= Brief =
Can you write out the whole listing exactly?

= Data to examine =
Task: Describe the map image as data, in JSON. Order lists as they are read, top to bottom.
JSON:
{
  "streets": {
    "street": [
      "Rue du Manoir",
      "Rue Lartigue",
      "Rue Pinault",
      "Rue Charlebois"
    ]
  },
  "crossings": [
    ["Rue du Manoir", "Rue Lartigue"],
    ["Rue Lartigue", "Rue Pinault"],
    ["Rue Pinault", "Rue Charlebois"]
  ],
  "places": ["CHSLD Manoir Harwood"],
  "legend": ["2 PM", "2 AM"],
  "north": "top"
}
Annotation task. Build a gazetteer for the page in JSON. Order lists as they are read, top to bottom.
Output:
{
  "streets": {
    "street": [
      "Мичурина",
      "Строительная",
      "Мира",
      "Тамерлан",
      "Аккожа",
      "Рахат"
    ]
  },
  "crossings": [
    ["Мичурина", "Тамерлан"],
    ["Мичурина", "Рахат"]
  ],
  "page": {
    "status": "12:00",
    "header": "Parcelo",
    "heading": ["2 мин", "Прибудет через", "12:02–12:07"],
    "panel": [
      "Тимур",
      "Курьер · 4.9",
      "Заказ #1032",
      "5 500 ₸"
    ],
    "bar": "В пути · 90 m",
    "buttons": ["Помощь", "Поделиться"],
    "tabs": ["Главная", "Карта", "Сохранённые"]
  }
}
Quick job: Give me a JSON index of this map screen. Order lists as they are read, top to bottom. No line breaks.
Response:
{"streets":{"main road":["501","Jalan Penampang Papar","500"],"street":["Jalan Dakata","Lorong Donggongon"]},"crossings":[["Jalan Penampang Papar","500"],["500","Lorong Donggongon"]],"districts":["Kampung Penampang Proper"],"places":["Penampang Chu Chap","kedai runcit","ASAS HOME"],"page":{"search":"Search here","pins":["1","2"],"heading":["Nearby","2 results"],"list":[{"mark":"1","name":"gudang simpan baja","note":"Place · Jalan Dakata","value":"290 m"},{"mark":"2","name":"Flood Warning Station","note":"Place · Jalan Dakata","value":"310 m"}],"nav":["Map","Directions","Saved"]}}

= Answer section =
Task: Describe the map image as data, in JSON. Order lists as they are read, top to bottom.
JSON:
{
  "streets": {
    "street": [
      "Rue du Manoir",
      "Rue Lartigue",
      "Rue Pinault",
      "Rue Charlebois"
    ]
  },
  "crossings": [
    ["Rue du Manoir", "Rue Lartigue"],
    ["Rue Lartigue", "Rue Pinault"],
    ["Rue Pinault", "Rue Charlebois"]
  ],
  "places": ["CHSLD Manoir Harwood"],
  "legend": ["2 PM", "2 AM"],
  "north": "top"
}
Annotation task. Build a gazetteer for the page in JSON. Order lists as they are read, top to bottom.
Output:
{
  "streets": {
    "street": [
      "Мичурина",
      "Строительная",
      "Мира",
      "Тамерлан",
      "Аккожа",
      "Рахат"
    ]
  },
  "crossings": [
    ["Мичурина", "Тамерлан"],
    ["Мичурина", "Рахат"]
  ],
  "page": {
    "status": "12:00",
    "header": "Parcelo",
    "heading": ["2 мин", "Прибудет через", "12:02–12:07"],
    "panel": [
      "Тимур",
      "Курьер · 4.9",
      "Заказ #1032",
      "5 500 ₸"
    ],
    "bar": "В пути · 90 m",
    "buttons": ["Помощь", "Поделиться"],
    "tabs": ["Главная", "Карта", "Сохранённые"]
  }
}
Quick job: Give me a JSON index of this map screen. Order lists as they are read, top to bottom. No line breaks.
Response:
{"streets":{"main road":["501","Jalan Penampang Papar","500"],"street":["Jalan Dakata","Lorong Donggongon"]},"crossings":[["Jalan Penampang Papar","500"],["500","Lorong Donggongon"]],"districts":["Kampung Penampang Proper"],"places":["Penampang Chu Chap","kedai runcit","ASAS HOME"],"page":{"search":"Search here","pins":["1","2"],"heading":["Nearby","2 results"],"list":[{"mark":"1","name":"gudang simpan baja","note":"Place · Jalan Dakata","value":"290 m"},{"mark":"2","name":"Flood Warning Station","note":"Place · Jalan Dakata","value":"310 m"}],"nav":["Map","Directions","Saved"]}}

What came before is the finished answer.